Heiner Stickfort (l.) und Bianca Gärtner im Rohbau eines ihrer Tiny Houses
©HWK/J.Stöppel
Freiheit auf 23 Quadratmetern
Bianca Gärtner und Heiner Stickfort verkaufen ihren Kunden Tiny Houses nach Maß. Bei der Gestaltung der kleinen „Raumwunder“ sind der Fantasie keine Grenzen gesetzt.
Ostfriesland. Laut Statistik besitzt jeder Europäer durchschnittlich etwa gut 10.000 Dinge. Um das alles unterbringen zu können, benötigt man auch allerlei Platz. Aber was ist wirklich nötig, um glücklich zu sein? Innenarchitektin Bianca Gärtner (51) und Tischlermeister Heiner Stickfort (46) haben dazu eine klare Meinung: „Wenn man sich mal einen Moment ganz bewusst auf das Wesentliche besinnt, merkt man schnell, wie wenig man eigentlich braucht, um glücklich zu sein“, so die beiden Unternehmer. Und sie müssen es wissen, denn die gebürtige Nordrheinwestfälin und der Ostfriese haben sich vor gut einem Jahr mit ihrem Betrieb „Tiny House Wohnträume“ in Leer selbstständig gemacht und verkaufen ihren Kunden „Lebensqualität auf kleinstem Raum“. Im Gespräch mit der Handwerkskammer für Ostfriesland haben sie erzählt, was die Vorteile an dieser besonderen Lebensweise sind.
Die Nachfrage nach Tiny Houses erfreut sich derzeit großer Beliebtheit. Aber was genau ist eigentlich ein Tiny House? „Der Ausdruck stammt aus den USA und bedeutet nichts anderes als ‚kleines Haus‘. Außerdem sind die ursprünglichen amerikanischen Tiny Houses auch immer auf einem Trailer verschraubt“, erklärt Bianca Gärtner. Der Vorteil daran: Man kann sich jederzeit für einen Ortswechsel entscheiden und hat sein Eigenheim gleich mit dabei. Die Bezeichnung Tiny House sei jedoch nicht geschützt, deshalb würden inzwischen auch viele festinstallierte Häuser so genannt. Neben der Nutzung als Eigenheim ließen sich außerdem auch kleine Geschäftsräume – beispielsweise ein rollendes Café oder ein Friseursalon – darin realisieren. Das Unternehmen aus Leer bietet für alle Varianten eine individuelle Lösung an. „Generell ist alles möglich. Wichtig ist nur, dass sich die Kundin oder der Kunde im Vorfeld klar macht: Was sind meine Bedürfnisse und welche Art von Tiny House möchte ich?“, macht Tischlermeister Stickfort deutlich.

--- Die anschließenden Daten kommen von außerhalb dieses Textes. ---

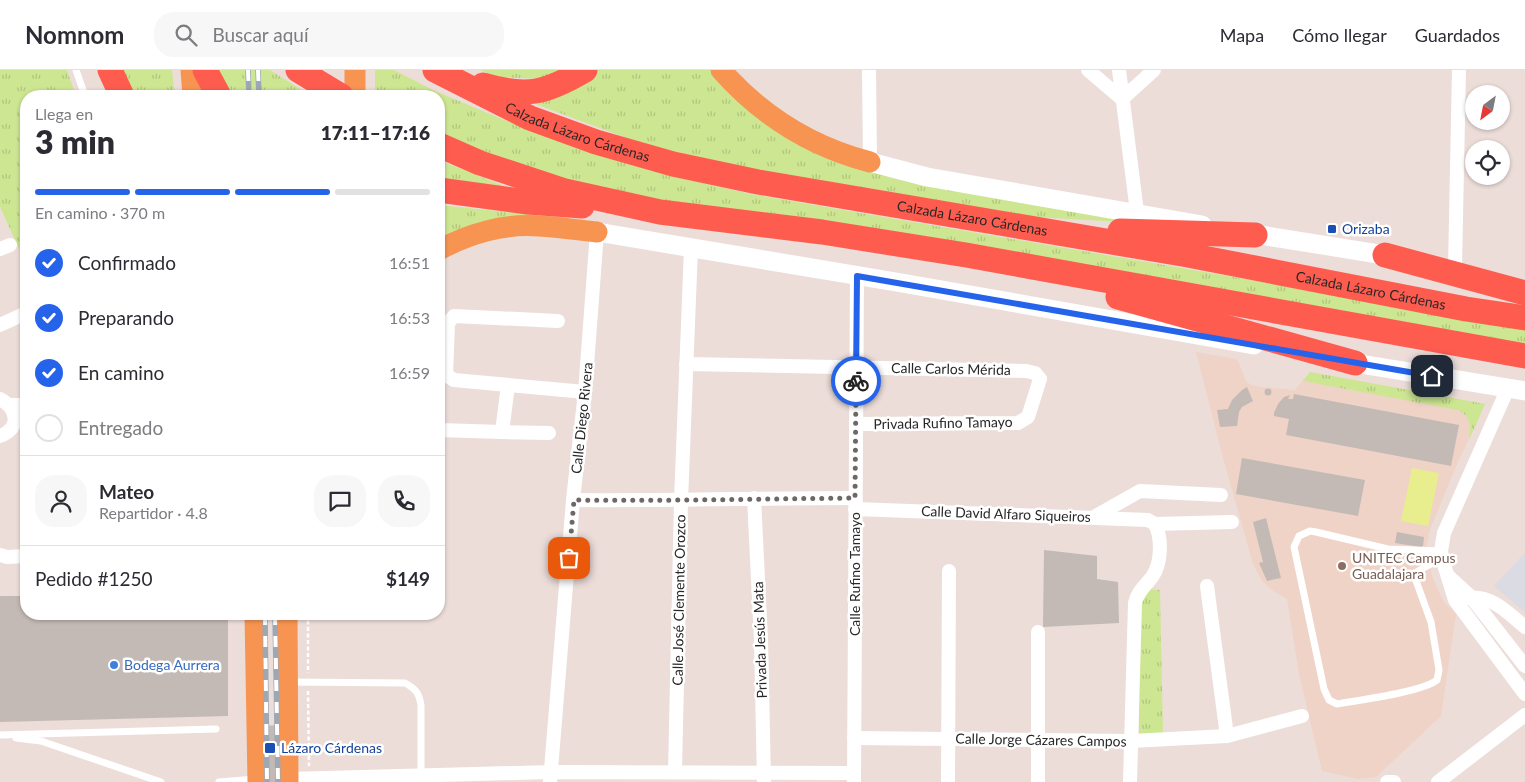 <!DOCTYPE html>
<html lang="es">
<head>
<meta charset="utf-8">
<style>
	body { margin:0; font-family:Lato,sans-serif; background:#f7f7f7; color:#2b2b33; height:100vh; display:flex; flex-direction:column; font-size:19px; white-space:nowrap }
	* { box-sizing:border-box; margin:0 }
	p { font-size:16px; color:#7c7c81 }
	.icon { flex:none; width:28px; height:28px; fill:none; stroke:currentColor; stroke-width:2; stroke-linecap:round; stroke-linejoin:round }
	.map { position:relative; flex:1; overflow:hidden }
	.panel { position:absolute; left:20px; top:20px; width:425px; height:530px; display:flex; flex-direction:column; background:#fff; border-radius:20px; box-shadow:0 1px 4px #0004 }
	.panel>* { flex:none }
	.needle { width:32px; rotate:212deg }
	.buttons { position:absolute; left:1465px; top:15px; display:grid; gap:10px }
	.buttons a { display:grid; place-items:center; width:45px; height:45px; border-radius:50%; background:#fff; box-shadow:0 1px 4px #0004; font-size:25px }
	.pin { position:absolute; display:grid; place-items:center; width:42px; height:42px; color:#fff; margin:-21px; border-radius:10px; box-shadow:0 2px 8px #0006 }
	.courier { position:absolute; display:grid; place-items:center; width:50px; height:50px; margin:-25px; border:4px solid #2563eb; border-radius:50%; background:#fff; color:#222; box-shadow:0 1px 6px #0007 }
	.headline em { font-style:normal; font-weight:800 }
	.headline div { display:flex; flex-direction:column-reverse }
	.headline { display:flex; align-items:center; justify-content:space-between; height:85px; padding:0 15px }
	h1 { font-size:32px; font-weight:800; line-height:38px }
	.bar { display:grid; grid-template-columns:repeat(4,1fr); gap:8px 5px; align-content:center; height:60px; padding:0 15px }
	.bar i { height:6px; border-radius:4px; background:#e1e1e2 }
	.bar .on { background:#2563eb }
	.bar p { grid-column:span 4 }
	.line { display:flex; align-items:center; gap:12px; padding:0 15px; border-top:1px solid #e1e1e2 }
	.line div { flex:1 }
	.round { display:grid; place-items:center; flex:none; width:52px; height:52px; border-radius:20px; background:#f7f7f7 }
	ol { padding:0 15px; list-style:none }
	li { display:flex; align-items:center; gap:15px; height:55px }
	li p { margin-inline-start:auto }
	li .icon { padding:5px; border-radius:50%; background:#2563eb; color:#fff; stroke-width:4 }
	li:last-child { color:#7c7c81 }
	li i { width:28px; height:28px; border:2px solid #e1e1e2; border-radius:50% }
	header { display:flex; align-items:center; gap:30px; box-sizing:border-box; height:70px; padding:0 25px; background:#fff; border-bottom:1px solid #e1e1e2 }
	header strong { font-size:24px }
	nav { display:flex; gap:28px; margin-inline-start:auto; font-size:18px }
	.search { width:350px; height:45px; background:#f7f7f7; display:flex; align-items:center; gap:12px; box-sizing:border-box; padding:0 18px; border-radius:20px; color:#7c7c81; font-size:19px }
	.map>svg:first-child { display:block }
	.industrial { fill:#dadbe3 }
	.education { fill:#efd3c7 }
	.grass { fill:url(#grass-tufts) }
	.pitch { fill:#e8ee8d }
	.building { fill:#c3b9b5 }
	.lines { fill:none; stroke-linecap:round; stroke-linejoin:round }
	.path { stroke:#fff; stroke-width:2.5; stroke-dasharray:4 2.5; stroke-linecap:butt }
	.lane { stroke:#fff; stroke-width:7 }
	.street { stroke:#fff; stroke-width:14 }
	.secondary { stroke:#fff; stroke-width:19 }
	.primary { stroke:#f79452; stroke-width:21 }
	.highway { stroke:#ff5c50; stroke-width:25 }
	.rail-casing { stroke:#9ca8b4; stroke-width:5.5 }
	.rail { stroke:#fff; stroke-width:4; stroke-dasharray:11; stroke-linecap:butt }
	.done { stroke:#6d6766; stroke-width:5; stroke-dasharray:0 9 }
	.route { stroke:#2563eb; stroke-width:6 }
	.transit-dot { fill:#1a4fb4; stroke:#fff; stroke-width:2 }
	.education-dot { fill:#8d6e63; stroke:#fff; stroke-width:2 }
	.shop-dot { fill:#3f7fe0; stroke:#fff; stroke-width:2 }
	.labels { text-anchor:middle; stroke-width:5; stroke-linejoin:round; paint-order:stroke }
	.street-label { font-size:14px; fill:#282828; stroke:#fff }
	.transit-label { font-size:14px; fill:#164399; stroke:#fff; text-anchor:start }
	.education-label { font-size:14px; fill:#785e54; stroke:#fff; text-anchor:start }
	.shop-label { font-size:14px; fill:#366cbe; stroke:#fff; text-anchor:start }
</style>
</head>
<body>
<header>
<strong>Nomnom</strong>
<div class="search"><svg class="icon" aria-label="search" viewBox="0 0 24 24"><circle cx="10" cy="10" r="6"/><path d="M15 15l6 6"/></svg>Buscar aquí</div>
<nav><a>Mapa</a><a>Cómo llegar</a><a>Guardados</a></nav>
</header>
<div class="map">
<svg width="1525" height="712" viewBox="0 0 1525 712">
	<defs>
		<pattern id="grass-tufts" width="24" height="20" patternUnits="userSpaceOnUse" patternTransform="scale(1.25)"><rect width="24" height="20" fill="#cde692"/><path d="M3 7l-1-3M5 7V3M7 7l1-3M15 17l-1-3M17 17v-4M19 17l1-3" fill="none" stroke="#b0c57e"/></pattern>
	</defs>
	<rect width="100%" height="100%" fill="#ecddd9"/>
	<polygon class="industrial" points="1525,483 1525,542 1494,516"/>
	<polygon class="education" points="1196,282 1236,289 1239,293 1246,311 1251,315 1261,317 1295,320 1310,302 1485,334 1455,399 1429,462 1427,476 1432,506 1443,531 1456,544 1441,646 1376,707 1358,709 1322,701 1299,604 1287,529 1272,520 1262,511 1253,494 1223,388"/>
	<g class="grass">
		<polygon points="0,0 67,0 76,26 26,26 26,194 0,137"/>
		<polygon points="117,0 172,0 175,26 127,26"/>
		<polygon points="216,0 270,0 311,26 228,26"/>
		<polygon points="375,0 394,0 435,21 512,53 603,86 680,108 751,124 1525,257 1525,275 596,119 504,91 439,63 439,26 375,26"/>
		<polygon points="480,0 570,0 542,9 497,7"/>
		<polygon points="598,0 710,0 713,4 840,92 896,109 1124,148 1123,152 1035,147 748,100 640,73 530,32 588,8"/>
		<polygon points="439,90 512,119 439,110"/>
		<polygon points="439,135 538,145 460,161 439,173"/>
		<path d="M1310 302 1485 334 1469 370C1471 357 1472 347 1458 340L1303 311Z"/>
		<polygon points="1148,519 1160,520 1163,664 1139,666 1139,534"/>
	</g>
	<polygon class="pitch" points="1412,398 1439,403 1428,456 1401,451"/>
	<g class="building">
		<polygon points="1247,317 1253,331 1242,337 1239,342 1237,356 1220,357 1217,340 1228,339 1232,330 1242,320"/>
		<circle cx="1268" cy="322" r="3.5"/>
		<polygon points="1294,324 1459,355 1451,396 1286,365 1289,349 1274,346 1274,343 1278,334 1284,327 1290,325 1288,329 1293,329"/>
		<polygon points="1242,388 1365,410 1358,446 1236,424"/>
		<polygon points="1266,448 1281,508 1267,511 1259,493 1263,492 1253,452"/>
		<polygon points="1397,462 1424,467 1423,476 1421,477 1395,473"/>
		<polygon points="1044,480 1097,486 1097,509 1118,512 1119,553 1043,557"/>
		<circle cx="1423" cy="489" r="3.5"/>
		<polygon points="0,526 26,526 26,544 228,544 228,646 0,652"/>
		<polygon points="285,655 285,702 324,712 247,712 254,656"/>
	</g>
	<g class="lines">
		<g class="path">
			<polyline points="308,544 308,603"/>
			<polyline points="308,621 309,696"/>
		</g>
		<g class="lane">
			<polyline points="76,0 85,26"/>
			<path d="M1441 481 1388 479 1316 462 1310 461 1299 466 1294 477 1324 619 1329 630 1337 634C1359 630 1422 622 1437 610L1439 600 1431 552 1415 508 1418 501 1442 488"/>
			<path d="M290 612 405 613C416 619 419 623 421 635V705"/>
			<polyline points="0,665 216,659"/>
			<polyline points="16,668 41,671 161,712"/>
			<polyline points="219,712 256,709"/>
		</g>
		<g class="street">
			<polyline points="869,0 870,92"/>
			<polyline points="1088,0 1122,29 1154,0"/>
			<polyline points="1119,0 1137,142"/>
			<polyline points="0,179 10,175"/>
			<polyline points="1455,197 1459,0"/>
			<polyline points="558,251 454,246 448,253 446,305 454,310 585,322"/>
			<polyline points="0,255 26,243"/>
			<polyline points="686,294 1026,301 1035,303 1040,309 1028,347 1018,353 856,354"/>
			<polyline points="1508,318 1444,463 1441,481 1442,488 1455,530 1525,624"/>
			<path d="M0 329C17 338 22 358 0 366"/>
			<polyline points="10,335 26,335"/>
			<polyline points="439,360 502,362 508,315"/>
			<polyline points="502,362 549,363"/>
			<polyline points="754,428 761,570 764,712"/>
			<path d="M573 430C667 431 761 428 855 428"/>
			<polyline points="855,439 1148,450 1155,454 1232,452"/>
			<polyline points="1094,447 1140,421 1221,425"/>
			<polyline points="0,485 7,487 26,486"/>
			<polyline points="1448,506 1471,527 1525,596"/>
			<polyline points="1207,516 1227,666"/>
			<path d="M1466 528C1491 524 1507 542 1525 557"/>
			<polyline points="1038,562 1038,712"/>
			<polyline points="854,668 1131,671 1227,666 1302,646"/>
			<polyline points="675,702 681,431 691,178"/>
			<polyline points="288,709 551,702 854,703"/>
			<polyline points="854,711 857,206"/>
			<polyline points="550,712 573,430 585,322 597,162"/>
			<polyline points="948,712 949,501"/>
			<path d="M1130 712 1135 533C1137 522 1146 515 1152 507 1162 493 1162 468 1155 454"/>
			<polyline points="1387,712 1394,712"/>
			<polyline points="1438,712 1525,645"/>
		</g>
		<g class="secondary">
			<polyline points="870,92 927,107 1202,155"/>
			<polyline points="597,162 896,212 1254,275"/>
			<polyline points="1242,162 1397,187"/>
			<polyline points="1342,291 1525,321"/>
		</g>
		<g class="primary">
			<polyline points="191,0 193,26"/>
			<polyline points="355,0 355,26"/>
			<path d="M721 0C761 45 812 77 870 92"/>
			<path d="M439 180C468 164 505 153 539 156 558 157 578 160 597 162"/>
			<polyline points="255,544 258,712"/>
			<polyline points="287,544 288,712"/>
		</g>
		<g class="highway">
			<polyline points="110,0 122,26"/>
			<polyline points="205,0 219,26"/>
			<polyline points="298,0 341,26"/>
			<path id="s1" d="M435 0 530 48 596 72 673 94 758 112 1188 185 1466 239 1525 248"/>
			<path d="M483 15C527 28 546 23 585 0"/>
			<polyline points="439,75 480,93 565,121 660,142 822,162 966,185 1525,286"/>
			<polyline points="439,120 528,132 582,136"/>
			<polyline points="1120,161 1255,165"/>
			<polyline points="1385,185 1525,223"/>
			<polyline points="1118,227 1355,293"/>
		</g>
		<g class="rail-casing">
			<g id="rail">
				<polyline points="248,0 249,26"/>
				<polyline points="258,0 259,26"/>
				<polyline points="265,544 267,712"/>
				<polyline points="275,544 278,712"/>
			</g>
		</g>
		<use href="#rail" class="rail"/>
	</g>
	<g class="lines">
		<path class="done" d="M569 488 574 430C667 431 761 429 855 428L856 311"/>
		<polyline class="route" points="856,311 857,206 1432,306"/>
	</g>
	<g class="transit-dot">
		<rect x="1327" y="154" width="10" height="10" rx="2.5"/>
		<rect x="264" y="672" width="12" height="12" rx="2.5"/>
	</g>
	<circle class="education-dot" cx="1342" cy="496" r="5"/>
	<circle class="shop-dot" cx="114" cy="595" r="5"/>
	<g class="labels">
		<g class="street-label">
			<text dy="5" stroke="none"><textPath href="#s1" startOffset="156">Calzada Lázaro Cárdenas</textPath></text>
			<text dy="5" stroke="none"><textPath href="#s1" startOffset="561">Calzada Lázaro Cárdenas</textPath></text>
			<text dy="5" stroke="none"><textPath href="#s1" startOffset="966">Calzada Lázaro Cárdenas</textPath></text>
			<text transform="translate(951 299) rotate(1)" y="5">Calle Carlos Mérida</text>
			<text transform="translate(582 348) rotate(-84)" y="5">Calle Diego Rivera</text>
			<text transform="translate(943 353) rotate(-1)" y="5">Privada Rufino Tamayo</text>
			<text transform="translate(1006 444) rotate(2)" y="5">Calle David Alfaro Siqueiros</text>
			<text transform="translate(855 504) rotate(-90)" y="5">Calle Rufino Tamayo</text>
			<text transform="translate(679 530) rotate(-89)" y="5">Calle José Clemente Orozco</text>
			<text transform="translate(760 570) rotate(-92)" y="5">Privada Jesús Mata</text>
			<text transform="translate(1041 670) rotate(1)" y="5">Calle Jorge Cázares Campos</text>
		</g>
		<g class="transit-label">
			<text x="1342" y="164">Orizaba</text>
			<text x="281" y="683">Lázaro Cárdenas</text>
		</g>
		<g class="education-label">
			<text x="1352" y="493">UNITEC Campus<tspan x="1352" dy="16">Guadalajara</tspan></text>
		</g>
		<g class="shop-label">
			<text x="124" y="600">Bodega Aurrera</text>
		</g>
	</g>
</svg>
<div class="buttons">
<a><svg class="needle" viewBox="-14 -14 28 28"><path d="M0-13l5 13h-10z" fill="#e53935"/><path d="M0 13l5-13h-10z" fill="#7c7c81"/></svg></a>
<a><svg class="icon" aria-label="locate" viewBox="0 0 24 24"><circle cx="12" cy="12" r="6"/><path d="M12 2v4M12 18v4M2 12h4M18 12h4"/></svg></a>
</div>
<div class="pin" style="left:569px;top:488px;background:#ea580c"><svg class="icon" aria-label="bag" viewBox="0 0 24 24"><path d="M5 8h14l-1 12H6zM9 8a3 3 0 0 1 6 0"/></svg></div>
<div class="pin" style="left:1432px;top:306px;background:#1f2937"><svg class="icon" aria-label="home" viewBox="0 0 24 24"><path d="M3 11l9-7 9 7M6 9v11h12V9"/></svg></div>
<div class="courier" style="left:856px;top:311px"><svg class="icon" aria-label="bike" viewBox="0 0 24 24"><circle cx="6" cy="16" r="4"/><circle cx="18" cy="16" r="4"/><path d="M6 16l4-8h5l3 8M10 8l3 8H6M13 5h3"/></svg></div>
<section class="panel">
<div class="headline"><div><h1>3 min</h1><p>Llega en</p></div><em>17:11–17:16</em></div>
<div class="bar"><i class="on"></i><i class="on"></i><i class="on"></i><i></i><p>En camino · 370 m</p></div>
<ol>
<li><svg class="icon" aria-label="check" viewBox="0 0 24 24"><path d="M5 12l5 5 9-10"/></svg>Confirmado<p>16:51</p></li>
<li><svg class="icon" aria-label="check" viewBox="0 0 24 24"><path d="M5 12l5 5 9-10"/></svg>Preparando<p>16:53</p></li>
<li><svg class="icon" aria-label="check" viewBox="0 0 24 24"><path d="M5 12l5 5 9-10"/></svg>En camino<p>16:59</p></li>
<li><i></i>Entregado</li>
</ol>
<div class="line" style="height:90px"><a class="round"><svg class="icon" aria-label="person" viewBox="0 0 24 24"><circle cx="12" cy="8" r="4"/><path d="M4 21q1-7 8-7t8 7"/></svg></a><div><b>Mateo</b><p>Repartidor · 4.8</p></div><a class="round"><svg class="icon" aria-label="chat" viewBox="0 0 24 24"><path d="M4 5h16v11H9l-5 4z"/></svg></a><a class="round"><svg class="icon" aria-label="phone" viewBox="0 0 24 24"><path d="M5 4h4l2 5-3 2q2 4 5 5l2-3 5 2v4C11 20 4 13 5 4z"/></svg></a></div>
<div class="line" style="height:65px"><div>Pedido #1250</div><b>$149</b></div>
</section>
</div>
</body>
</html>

Ist das erst einmal geklärt, nehmen die beiden Unternehmer ihre Kunden bei jedem weiteren Schritt an die Hand. Denn jedes Haus wird ganz individuell und nach den Wünschen des Kunden gefertigt. „Wir legen sehr viel Wert darauf, keine ‚gemütlichen Holzhütten‘, sondern kleine Häuser mit einem Loft-Charakter im Inneren auszuliefern“, betont Innenarchitektin Bianca Gärtner. Auf gewisse Standards muss dabei nicht verzichtet werden. Von der einfachen Grundausstattung bis hin zur „Luxusvariante“ mit Fußbodenheizung und Smart Home sei auf den durchschnittlich etwa 23 Quadratmetern alles umsetzbar. Sogar ein komplett eingerichtetes Bad mit Badewanne oder Dusche sowie eine gut ausgestattete Küche mit Haushaltsgeräten. „Unsere Tiny Houses sind nur auf den ersten Blick klein, haben aber ein unglaubliches Potenzial und sind somit echte Raumwunder.“ Wie schnell das neue „Raumwunder“ bezugsfertig sei, hänge immer ein stückweit von den Wünschen des Kunden ab. Grob läge die Herstellungszeit bei etwa drei bis vier Monaten.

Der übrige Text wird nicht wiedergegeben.